Friday, January 17, 2014

Every Day by David Levithan

 This book came highly recommended by Orson Scott Card. He has a (more or less) weekly review column on his web site called "Uncle Orson Reviews Everything", and he definitely reviews EVERYTHING. He talks about board games, movies, books, restaurants, snack crackers, candied nuts, kitchen gadgets, music...and anything else that he experiences. Card is always a delight to read - I've spent many a sleepless night over the years finishing off one of his novels - and so I like to read his reviews every once in a while, just for new things to check out.

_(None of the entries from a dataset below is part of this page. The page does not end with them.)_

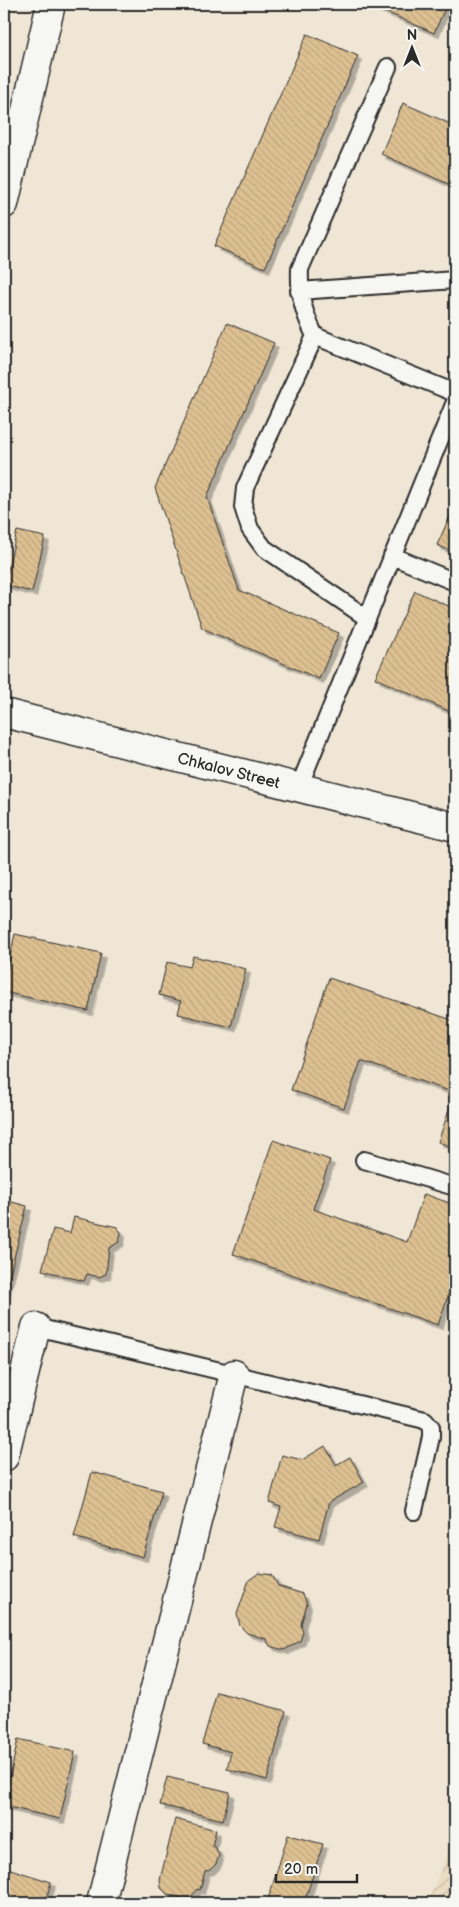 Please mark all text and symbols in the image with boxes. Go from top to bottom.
north arrow [386,22,436,72]
text: N [407,27,417,44]
street label: Chkalov Street [175,749,282,793]
scale bar [276,1852,358,1884]
text: 20 m [284,1860,318,1879] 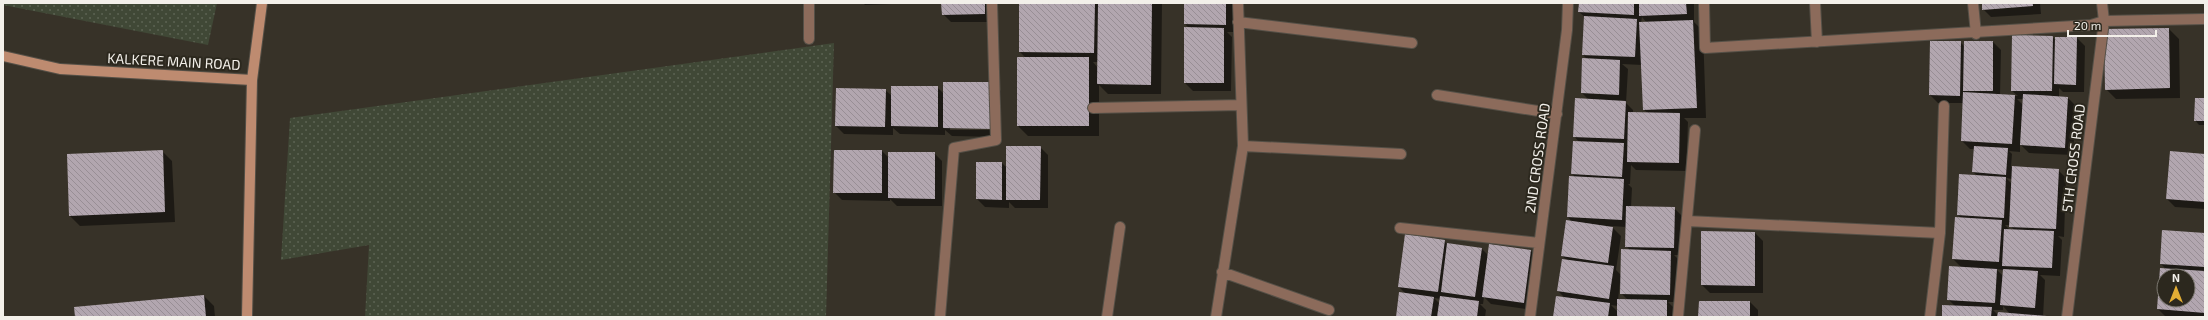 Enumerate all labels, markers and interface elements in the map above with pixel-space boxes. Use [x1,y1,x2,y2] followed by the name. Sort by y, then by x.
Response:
[2068,12,2156,38] scale bar
[2074,18,2101,32] text: 20 m
[107,49,241,73] street label: KALKERE MAIN ROAD
[1521,102,1553,214] street label: 2ND CROSS ROAD
[2058,103,2088,213] street label: 5TH CROSS ROAD
[2156,268,2196,308] north arrow
[2172,271,2180,284] text: N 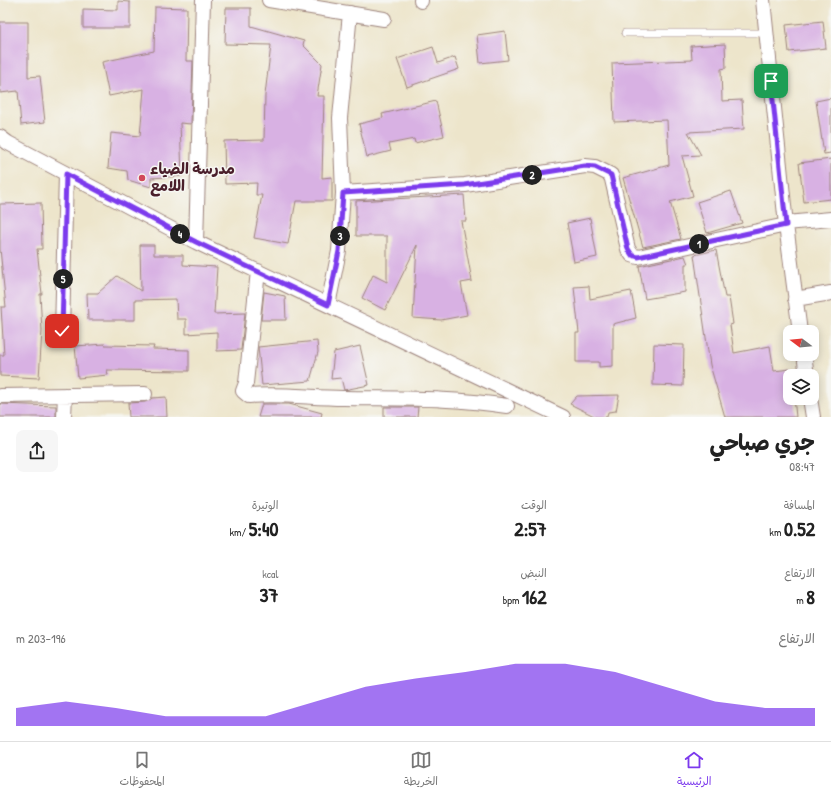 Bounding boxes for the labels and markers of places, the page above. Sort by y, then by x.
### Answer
pin [754,64,788,98]
place label: مدرسة الضياء اللامع [150,158,235,197]
pin: 2 [522,165,542,185]
marker: مدرسة الضياء اللامع [137,173,147,183]
pin: 4 [170,224,190,244]
pin: 3 [330,226,350,246]
pin: 1 [689,234,709,254]
pin: 5 [53,269,73,289]
pin [45,314,79,348] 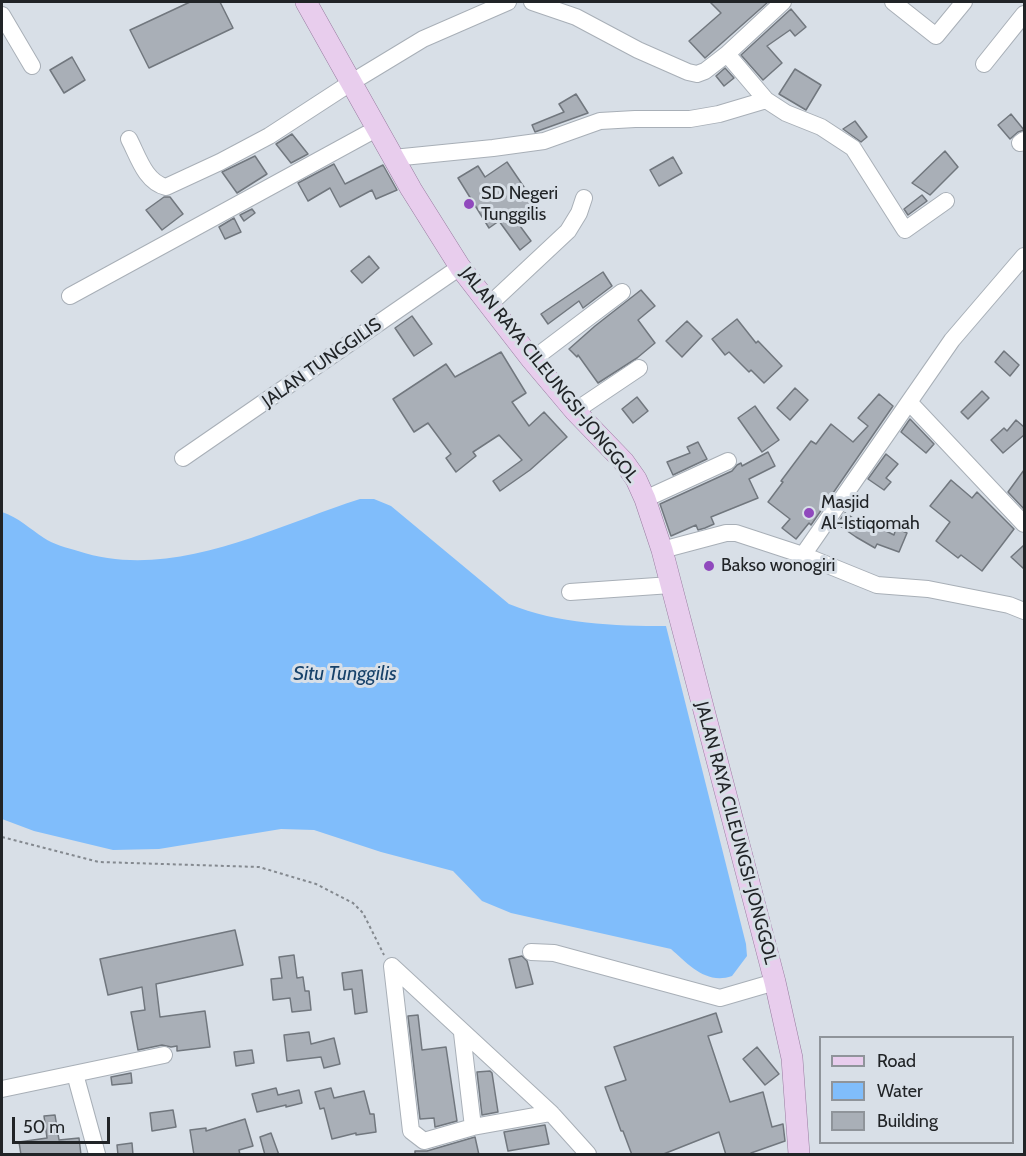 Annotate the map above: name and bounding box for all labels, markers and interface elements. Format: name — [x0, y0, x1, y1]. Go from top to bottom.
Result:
place label: SD Negeri Tunggilis — [481, 183, 558, 226]
marker: SD Negeri Tunggilis — [462, 197, 476, 211]
street label: JALAN RAYA CILEUNGSI-JONGGOL — [455, 263, 643, 487]
street label: JALAN TUNGGILIS — [258, 314, 386, 412]
place label: Masjid Al-Istiqomah — [821, 492, 920, 534]
marker: Masjid Al-Istiqomah — [802, 506, 816, 520]
place label: Bakso wonogiri — [721, 555, 835, 577]
marker: Bakso wonogiri — [702, 559, 716, 573]
water label: Situ Tunggilis — [293, 662, 397, 686]
street label: JALAN RAYA CILEUNGSI-JONGGOL — [691, 699, 781, 967]
legend — [819, 1036, 1014, 1144]
text: Road — [877, 1050, 916, 1072]
text: Water — [877, 1080, 923, 1102]
scale bar — [15, 1105, 112, 1143]
text: Building — [877, 1110, 938, 1132]
text: 50 m — [23, 1116, 65, 1138]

Every Day is the story of A, a person...entity...who begins each morning inhabiting the body of someone different. He has done this as long as he can remember, and has no way to stop the daily migration. When the book begins, at Day 5994, A is sixteen years old, and has landed in the body of Justin, a typically self-absorbed high school student with a typically infatuated teen sweetheart, Rhiannon. While A controls Justin's body for the day, he falls head over heels (evidently for the first time) in love with Rhiannon, and decides that he must somehow do something he has never attempted before - stay in contact with her from day to day, and to reveal his great secret to her, in hopes that she will love him, too, and that their love will conquer all obstacles.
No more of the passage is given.